Budgets are often left for the end of the grant development process, before they are fully finalized and articulated. However, they should be at the forefront of the process, to make sure they are brilliant, instead of basic.
When developing a grant proposal application, the funder will make a vast number of requests for information regarding your organization and program. One of the most important elements within the application is the Project Budget and Budget Justification. Along with staying within the guidelines of the grant, which sometimes includes the maximum or minimum funding requests, cost per participant and maximum caps on administration costs and indirect, it is also important to build the budget so that the project can be effectively implemented upon award. An applicant should have a thorough understanding of the budget categories to be included in a budget. These categories include Personnel, Fringe, Travel, Supplies, Equipment, Contractual, Other, and Construction (although construction is not an allowable cost in most grants).
- Personnel includes wages for the staff.
- Fringe includes the insurance and benefits for the staff.
- Travel includes travel to implement the project and travel to grantee meetings.
- Supplies include necessary expendables less than $5,000 per unit needed to implement the project.
- Equipment includes anything over $5,000 per unit needed to implement the project.
- Contractual includes contractual agreements to outside vendors for products and services needed to implement the project.
- Other includes any other expense that is not categorized in the previous categories.
- Construction includes all construction costs that are needed for the project (most construction costs are not allowable expenses).
Each grant budget needs to have all expenses broken down into the smallest unit with individual line item expenses.

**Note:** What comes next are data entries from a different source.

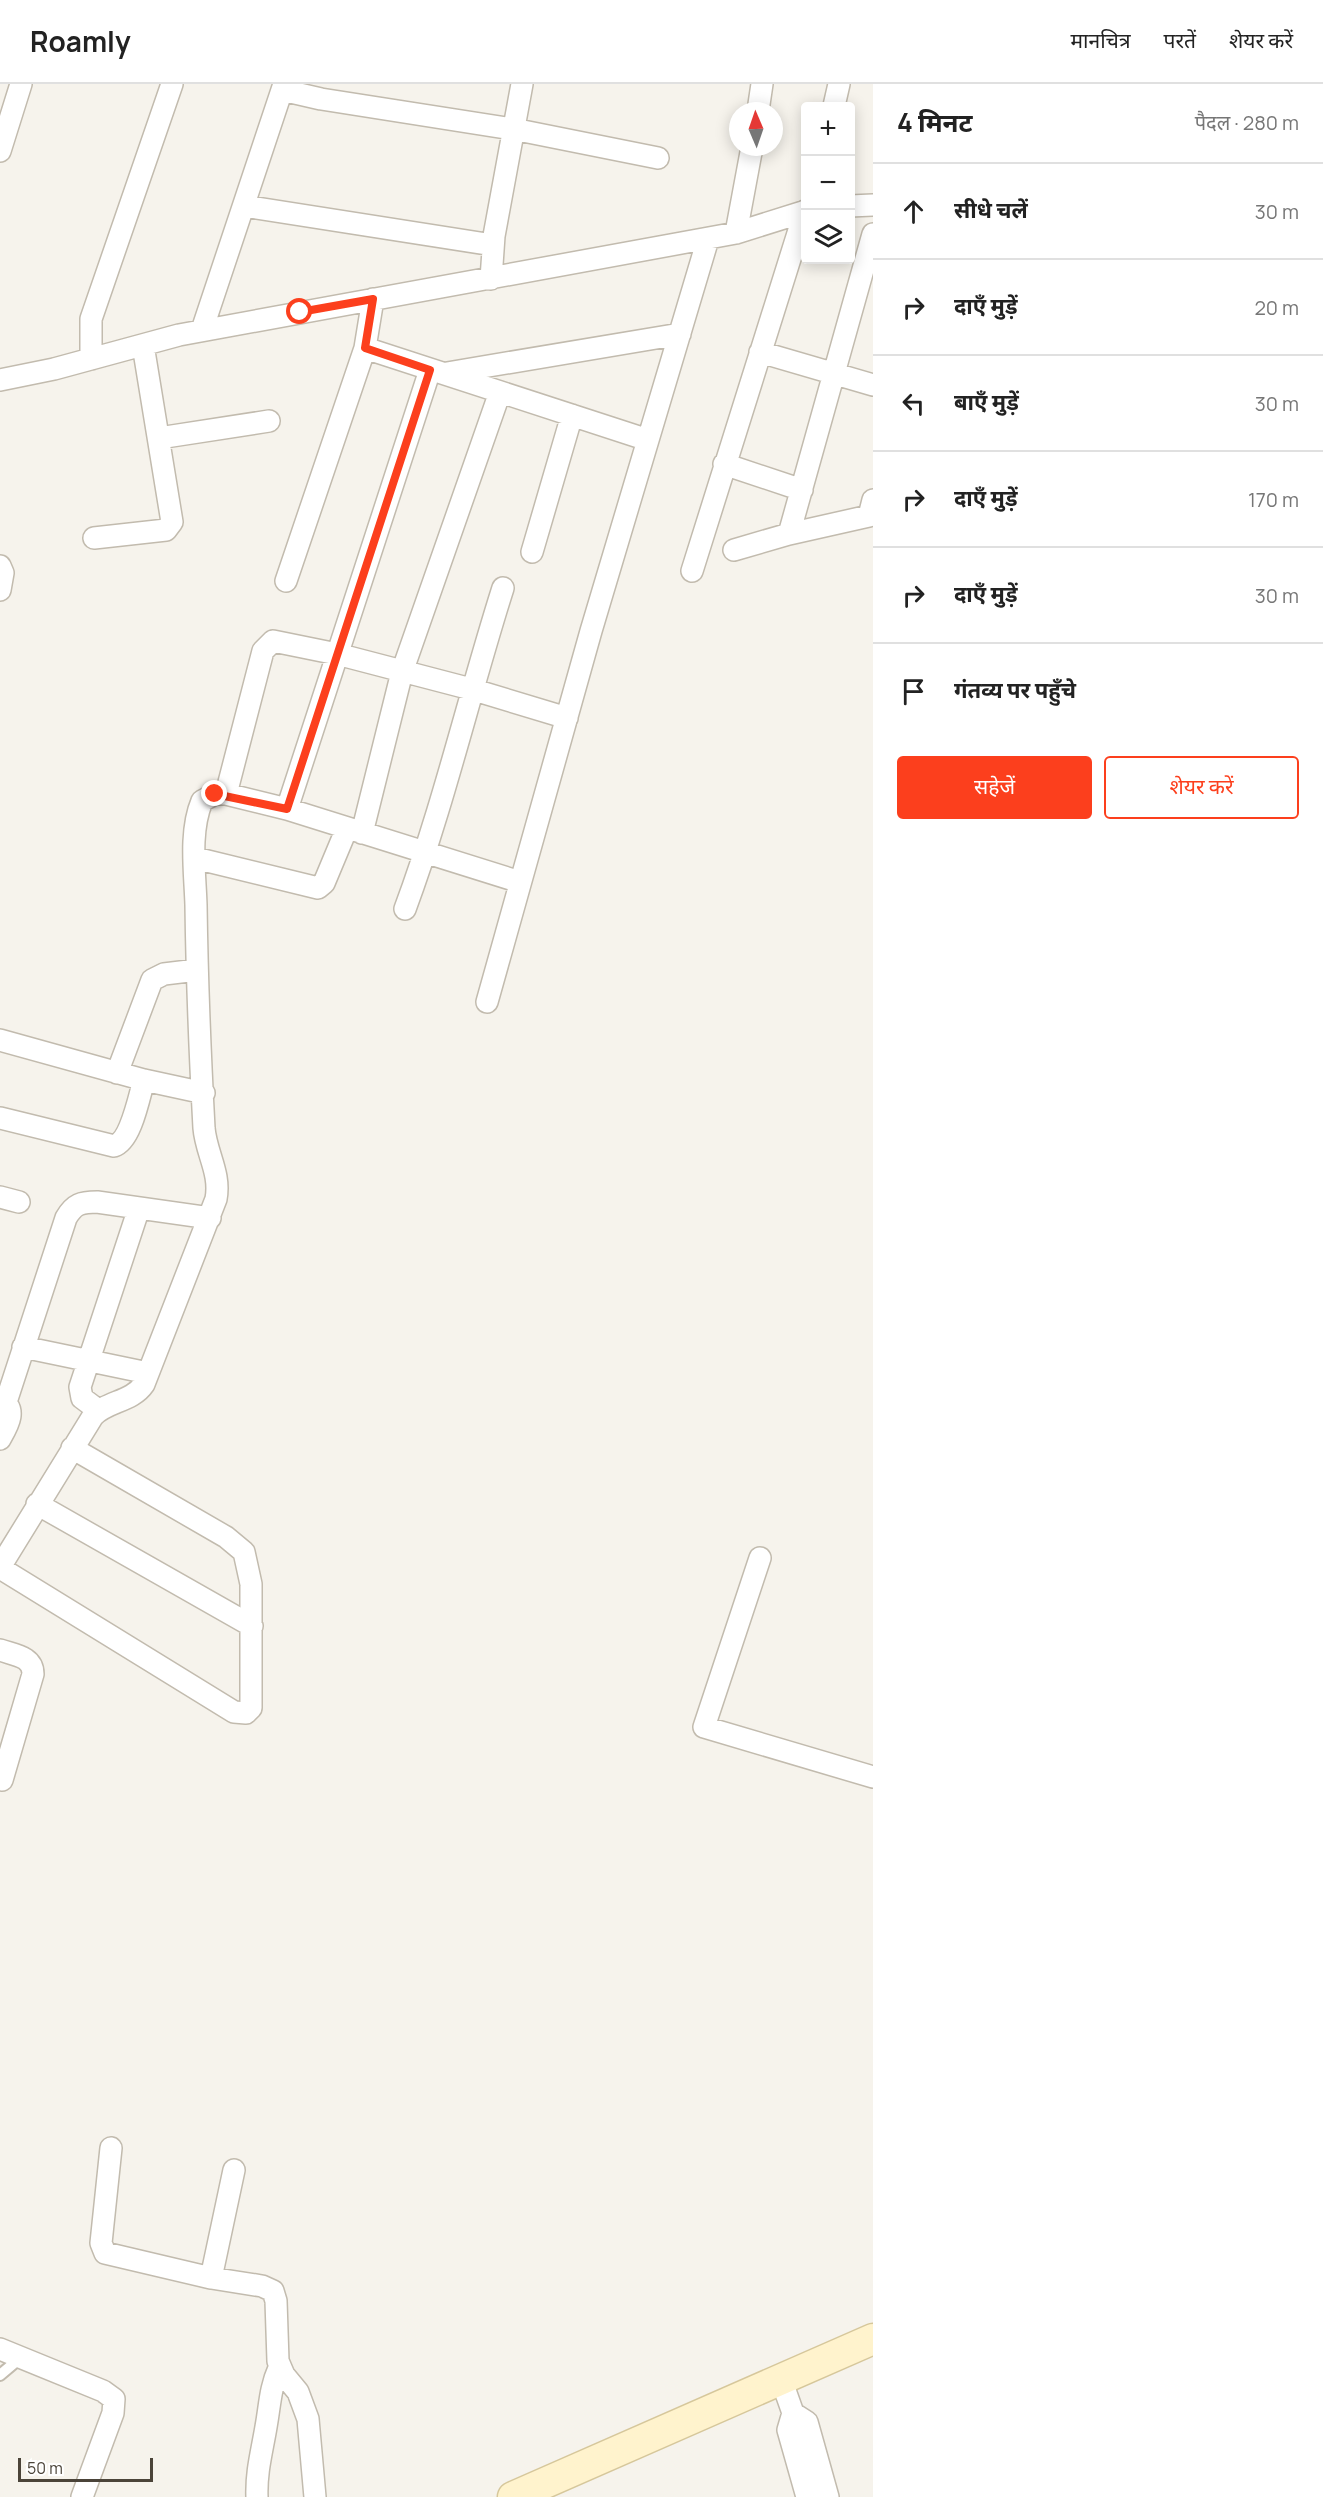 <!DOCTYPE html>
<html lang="hi">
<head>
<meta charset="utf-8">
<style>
	:root { --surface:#fff; --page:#f6f6f6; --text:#222; --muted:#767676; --line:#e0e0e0; --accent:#fc3f1d }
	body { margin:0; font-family:Manrope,"Noto Sans Devanagari",sans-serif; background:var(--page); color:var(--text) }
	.controls { position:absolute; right:18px; top:18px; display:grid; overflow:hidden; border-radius:6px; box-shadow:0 3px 15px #0003 }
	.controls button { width:54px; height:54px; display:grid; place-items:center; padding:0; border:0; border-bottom:2px solid var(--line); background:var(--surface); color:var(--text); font:30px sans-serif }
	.compass { position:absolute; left:729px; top:18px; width:54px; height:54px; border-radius:50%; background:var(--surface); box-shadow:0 3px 15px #0003; rotate:358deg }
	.scale { position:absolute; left:18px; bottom:15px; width:135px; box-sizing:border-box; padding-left:6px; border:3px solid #4b4439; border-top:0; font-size:16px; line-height:21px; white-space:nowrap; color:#4b4439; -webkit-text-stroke:4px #fff; paint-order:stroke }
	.stop { position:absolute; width:18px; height:18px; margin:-14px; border:4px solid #fc3f1d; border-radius:50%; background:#fff }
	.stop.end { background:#fc3f1d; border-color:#fff; box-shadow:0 2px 6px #0008 }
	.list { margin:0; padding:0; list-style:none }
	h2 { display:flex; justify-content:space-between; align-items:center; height:78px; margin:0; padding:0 24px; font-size:26px }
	h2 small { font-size:20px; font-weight:400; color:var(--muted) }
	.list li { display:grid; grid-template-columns:39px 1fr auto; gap:18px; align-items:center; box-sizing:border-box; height:96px; padding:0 24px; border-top:2px solid var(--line) }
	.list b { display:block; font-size:22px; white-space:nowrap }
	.list em { font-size:20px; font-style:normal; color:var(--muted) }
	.actions { display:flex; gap:12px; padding:18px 24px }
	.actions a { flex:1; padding:14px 0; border:2px solid var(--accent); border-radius:6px; text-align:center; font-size:21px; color:var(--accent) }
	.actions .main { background:var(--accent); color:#fff }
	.icon { flex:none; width:33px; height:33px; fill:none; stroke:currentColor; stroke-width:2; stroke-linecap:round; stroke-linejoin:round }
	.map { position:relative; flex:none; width:873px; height:2413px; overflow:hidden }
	header { display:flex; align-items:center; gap:36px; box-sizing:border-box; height:84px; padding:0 30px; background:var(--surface); border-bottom:2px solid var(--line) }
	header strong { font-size:28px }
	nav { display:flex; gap:33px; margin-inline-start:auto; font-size:21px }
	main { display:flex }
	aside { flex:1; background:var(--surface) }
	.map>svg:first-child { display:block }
</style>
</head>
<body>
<header>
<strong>Roamly</strong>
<nav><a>मानचित्र</a><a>परतें</a><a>शेयर करें</a></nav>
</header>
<main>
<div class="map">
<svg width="873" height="2413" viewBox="0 0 873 2413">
	<rect width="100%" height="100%" fill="#f6f3ec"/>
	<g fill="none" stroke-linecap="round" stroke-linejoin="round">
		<g stroke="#c2bbae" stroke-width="14">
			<path id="lane" d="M 0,2291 L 19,2275"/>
		</g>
		<g stroke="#c2bbae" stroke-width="24">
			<path id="street" d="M 282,6 L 321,15 L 513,45 L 658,74
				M 834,22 L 839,0
				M 758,27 L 762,0
				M 0,67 L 21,0
				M 244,122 L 493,161
				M 850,122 L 873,121
				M 736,149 L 752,63
				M 491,195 L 494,152 L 522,0
				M 202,246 L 284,0
				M 365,264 L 648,356
				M 760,268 L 873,301
				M 91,275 L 91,235 L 172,0
				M 447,289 L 680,250
				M 0,296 L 54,285 L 179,251 L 736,149 L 806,127
				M 159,354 L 269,337
				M 724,380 L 802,406
				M 789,450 L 869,432 L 873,416
				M 94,454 L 166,446 L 172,438 L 143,261
				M 734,466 L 789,450 L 873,150
				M 532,468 L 572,331
				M 0,482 L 3,489 L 0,506
				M 692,487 L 805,127
				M 286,497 L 365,264 L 373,215
				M 226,710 L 263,567 L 273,557 L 337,570 L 471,605 L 567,634
				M 287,725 L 430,286
				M 362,749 L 402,588 L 500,308
				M 195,774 L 318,804 L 324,799 L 347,744
				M 405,825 C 444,720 469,611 503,504
				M 487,918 L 591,547 L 708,155
				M 0,956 L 144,996 L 204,1009
				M 117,989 L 152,896 L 164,890 L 197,886
				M 0,1034 L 114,1062 C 131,1057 139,1013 144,996
				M 0,1113 L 19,1118
				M 23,1263 L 148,1289
				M 0,1315 C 18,1325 8,1341 0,1355
				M 6,1318 L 66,1134 C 74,1120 81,1118 97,1118 L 210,1134
				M 98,1326 L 82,1314 L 80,1303 L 139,1124
				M 37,1420 L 252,1542
				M 760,1474 L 704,1643 L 873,1693
				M 0,1483 L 93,1332 C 107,1317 132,1318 144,1300 L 216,1115 C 221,1089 206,1069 204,1044 C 200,970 197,895 196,821 C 195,788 189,748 202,717 L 215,710 L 226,710 L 287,725 L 520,798
				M 0,1484 L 234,1628 L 246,1629 L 251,1624 L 251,1500 L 244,1468 L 226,1453 L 72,1364
				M 0,1566 C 14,1571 33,1572 33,1590 L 2,1696
				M 111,2064 L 101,2159 L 105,2169 L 211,2194 L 262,2202 L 273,2207 L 276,2217 L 278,2277 L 284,2291 L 298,2308 L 308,2335 L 315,2413
				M 211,2194 L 234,2086
				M 0,2265 L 103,2307 L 114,2315 L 113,2329 L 82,2413
				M 781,2295 L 793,2329 L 807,2338 L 828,2413
				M 793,2329 L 788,2346 L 807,2413
				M 257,2413 C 256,2388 262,2367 266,2343 C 270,2321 270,2304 279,2284"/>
		</g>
		<g stroke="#d6c79b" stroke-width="33">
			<path id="secondary" d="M 513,2413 L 873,2255"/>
		</g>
		<use href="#lane" stroke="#fff" stroke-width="10"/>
		<use href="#street" stroke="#fff" stroke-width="21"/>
		<use href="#secondary" stroke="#fff3cd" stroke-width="30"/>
	</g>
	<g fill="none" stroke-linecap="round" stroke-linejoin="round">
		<path stroke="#fc3f1d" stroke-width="8" d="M 215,710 L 287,725 L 430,286 L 365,264 L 373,215 L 300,228"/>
	</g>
</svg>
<div class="controls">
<button>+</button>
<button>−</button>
<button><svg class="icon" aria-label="layers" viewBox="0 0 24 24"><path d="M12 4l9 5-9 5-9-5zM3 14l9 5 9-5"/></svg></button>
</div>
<svg class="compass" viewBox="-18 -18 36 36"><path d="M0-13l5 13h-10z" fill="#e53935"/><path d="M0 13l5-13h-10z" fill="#767676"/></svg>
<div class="scale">50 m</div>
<div class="stop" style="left:300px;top:228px"></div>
<div class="stop end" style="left:215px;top:710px"></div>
</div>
<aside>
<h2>4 मिनट<small>पैदल · 280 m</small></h2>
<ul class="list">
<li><svg class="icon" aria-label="ahead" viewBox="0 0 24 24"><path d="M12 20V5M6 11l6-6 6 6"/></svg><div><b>सीधे चलें</b></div><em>30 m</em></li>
<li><svg class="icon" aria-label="right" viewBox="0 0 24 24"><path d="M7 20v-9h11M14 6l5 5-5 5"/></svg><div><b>दाएँ मुड़ें</b></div><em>20 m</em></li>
<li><svg class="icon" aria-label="left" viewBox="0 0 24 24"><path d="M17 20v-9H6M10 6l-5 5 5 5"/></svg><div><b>बाएँ मुड़ें</b></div><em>30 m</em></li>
<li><svg class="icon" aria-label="right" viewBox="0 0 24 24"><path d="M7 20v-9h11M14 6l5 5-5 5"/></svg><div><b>दाएँ मुड़ें</b></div><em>170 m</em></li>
<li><svg class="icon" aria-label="right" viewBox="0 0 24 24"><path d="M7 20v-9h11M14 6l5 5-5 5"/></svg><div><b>दाएँ मुड़ें</b></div><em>30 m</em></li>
<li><svg class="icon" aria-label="arrive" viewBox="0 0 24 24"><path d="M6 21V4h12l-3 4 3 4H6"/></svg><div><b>गंतव्य पर पहुँचे</b></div></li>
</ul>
<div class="actions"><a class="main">सहेजें</a><a>शेयर करें</a></div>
</aside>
</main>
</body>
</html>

For example: if a project requires one Project Director and two Project Coordinators, then there should be three total line items under Personnel. Each position should be broken down into the hourly wage that each individual is being compensated for. Under the Fringe category there should be three lines – one for each staff member. For Travel it should be broken down by mileage, airfare, lodging, incidentals, etc. For Supplies it should be broken down into monthly office supplies, curriculum, books, technology, etc. For Equipment it should be broken down by unit. For Contractual it should be broken down by company and then into hours or reports within the justification. For Construction it should be broken down into labor, materials, electrical, plumbing, framing, foundation, etc.
Some grants, along with having a balanced budget, also require that the applicant match a portion of their budget. A match is when the applicant is contributing a portion of the overall expenses of the grant in the form of cash or in-kind services. Some funders require that the applicant match a percentage of the requested budget, while other funders require that the applicant match a percentage of the total budget. This is very important to understand. If the budget asks you to match the total budget and you only match the requested budget, you will be under the minimum match and your grant will likely be thrown out. For example, if a funder is asking you to match 20% of the requested budget of $100,000. Then your total budget will be $120,000 with a $20,000 match and a $100,000 request. However, if the funder asks for you to match 20% of the total budget and your pre-match amount is $100,000, then your total budget is $125,000 and your match is $25,000 because 20% of $125,000 is $25,000.
Funders are very specific in the number of budget years that they want you to include. Sometimes a project can be over a three-year period, but they only want you to submit a Year One budget. Make sure to follow the instructions closely and make sure you include what the funder is requesting. It is suggested that you include a table at the end of your budget justification showing the category totals in each year, giving the funder a cheat sheet to look at (this is assuming that the funder is requesting a multi-year breakdown).
Sometimes, along with your specific costs associated with your project, there is also an indirect negotiated cost rate that needs to be factored. An Indirect Cost Rate is the negotiated rate that you, as the applicant, has negotiated with the funder to cover. Indirect costs may be either fixed or variable. Indirect costs include administration, personnel and security costs and are usually costs that are hard to identify but necessary for the implementation of the project – costs which are not directly related to production. Some indirect costs may be overhead. If your organization has not negotiated a rate with the funder you may be allowed to use the de minimis rate of 10%. Whether you use your organization’s negotiated rate or the de minimis rate, you will need to make sure that you only apply the percentage to the “Modified Total Direct Costs.” Modified Total Direct Costs (MTDC) means all direct salaries, fringe, materials and supplies, travel, and up to the first $25,000 of each subaward. MTDC excludes equipment, rental costs, tuition remission, scholarships and fellowships, participant support costs, and any subaward portion above the $25,000 threshold. Subcontracts cannot be included in the calculation. Participant Support Costs are direct costs for items such as stipends or subsistence allowances, travel allowances, and registration fees paid to or on behalf of participants or trainees (but not employees) in connection with conferences, or training projects.
Finally, remember that there is difference between a budget and a budget justification. The budget justification is the explanation of why your budget is appropriate and necessary to implement the project. It is in addition to your budget. Not only should your justification have the quantitative breakdown of all expenses, but it should also link the goals and the objectives of the project to each of the expenses.